Was bedeutet das Kontingenzschema für die Hundeerziehung?

Von:
Zuletzt aktualisiert am: 19.12.2023

Yorkshire Terrier beim Targettraining.jpg

Das Kontingenzschema beschreibt die vier möglichen Konsequenzen von Verhalten in der operanter Konditionierung, von denen die positive Verstärkung diejenige ist, auf der die modernen Trainingsmethoden für Hunde basieren, denn die Konsequenzen beeinflussen das Auftreten des Verhaltens in der Zukunft. Dieses Schema stellt eines der Fundeamente von Skinners operanter Konditionierung dar.

Die Lerntheorie der operanten Konditionierung, zeigt, dass das zukünftige Verhalten davon bestimmt, welcher Art die Konsequenz in Form eines Reizes desselben Verhaltens in der Vergangenheit war. Annahmen über innere Vorgänge, beispielsweise Instinkte benötigt die operante Konditionierung, die von der Prägung zu unterscheiden ist, nicht. Skinner stellt in seiner Lerntheorie Verhalten als Reaktion-Reiz-Kopplung dar und unterschied zunächst zwischen Reizen, die Reaktionen künftig häufiger auftreten ließen, den Verhaltensverstärkern, und solchen, die Verhalten künftig seltener auftreten ließen und die er den Strafen zuordnete. Andererseits konnten solche Reize in Folge des Verhaltens entweder beginnen, weshalb das Adjektiv „positiv“ beigefügt wird, oder sie enden, was mit dem Adjektiv „negativ“ ausgedrückt wird. Hieraus ergibt sich folgende Tabelle, die das Kontingenzschema darstellt:

Dem Verhalten folgender Reiz... Verhalten wird häufiger gezeigt Verhalten wird seltener gezeigt
...beginnt positiver Verstärker positive Strafe
...endet negativer Verstärker negative Strafe

 

Diese Darstellung entspricht Skinners streng wissenschaftlicher Herangehensweise, der zufolge nur messbare Ereignisse Beachtung finden, nicht jedoch Mutmaßungen. In seinen in der Skinner-Box durchgeführten Experimenten konnte er lediglich messen ob ein Reiz nach einem bestimmten Verhalten startete oder endete und ob das vorangehende Verhalten künftig häufiger oder seltener gezeigt wurde.

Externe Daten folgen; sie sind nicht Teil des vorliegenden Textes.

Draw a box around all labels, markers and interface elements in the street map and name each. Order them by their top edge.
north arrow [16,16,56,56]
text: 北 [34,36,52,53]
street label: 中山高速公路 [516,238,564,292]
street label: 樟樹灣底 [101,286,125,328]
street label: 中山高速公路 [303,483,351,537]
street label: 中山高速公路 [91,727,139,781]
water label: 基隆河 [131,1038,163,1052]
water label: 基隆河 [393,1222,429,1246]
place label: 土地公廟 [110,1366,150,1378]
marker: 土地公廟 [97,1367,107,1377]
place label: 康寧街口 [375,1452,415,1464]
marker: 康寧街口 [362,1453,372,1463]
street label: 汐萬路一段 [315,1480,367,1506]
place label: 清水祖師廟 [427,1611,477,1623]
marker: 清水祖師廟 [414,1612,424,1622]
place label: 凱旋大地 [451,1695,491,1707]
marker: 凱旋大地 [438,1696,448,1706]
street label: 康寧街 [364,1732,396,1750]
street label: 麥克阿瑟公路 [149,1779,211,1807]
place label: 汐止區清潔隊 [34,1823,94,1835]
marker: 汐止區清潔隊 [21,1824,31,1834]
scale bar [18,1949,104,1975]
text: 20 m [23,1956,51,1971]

Nicht direkt messbar war für ihn, ob ein Reiz als angenehm oder unangenehm empfunden wurde und somit verstärkend oder bestrafend wirkt. Um zu wissen, ob ein Reiz, der nach einem Verhalten auftritt, ein Verstärker oder eine Strafe ist, muss also die künftige Auftrittswahrscheinlichkeit des Verhaltens gemessen werden. Wenn ein Reiz also nach einem Verhalten beginnt und positiv verstärkend wirkt, und die Auftretenswahrscheinlichkeit des Verhaltens künftig zunimmt, wird er als angenehm empfunden. Umgekehrt kann für den positiv strafend wirkenden Reiz geschlossen werden, dass er als unangenehm empfunden wird. Aus dieser Überlegung ergibt sich folgende Tabelle:

Auf das Verhalten folgender Reiz... ...ist angenehm/appetitiv (Futtergabe) ...ist unangenehm/aversiv (Strom im Boden der Skinner-Box)
...beginnt positive Verstärkung, die klassische Belohnung positive Strafe
...endet oder beginnt erst gar nicht negative Verstärkung negative Strafe

 

Das Kontingenzschema stellt dar, wie die Umwelt mittels Konsequenzen in Form von Reizen auf das Verhalten eines Lebewesens rückwirkt und andererseits, wie ein Lebewesen durch die Bildung verschiedener Reaktions-Reiz-Kopplungen lernt. Im weiteren Verlauf der Forschung Skinners wurde aus der hier dargestellten zweier Kontingenz durch Hinzufügen eines Hinweisreizes, der dem Lebewesen anzeigt, welche Konsequenz einer bestimmten Reaktion folgt, die Dreier-Kontingenz: Hinweisreiz-Reaktion-Konsequenz.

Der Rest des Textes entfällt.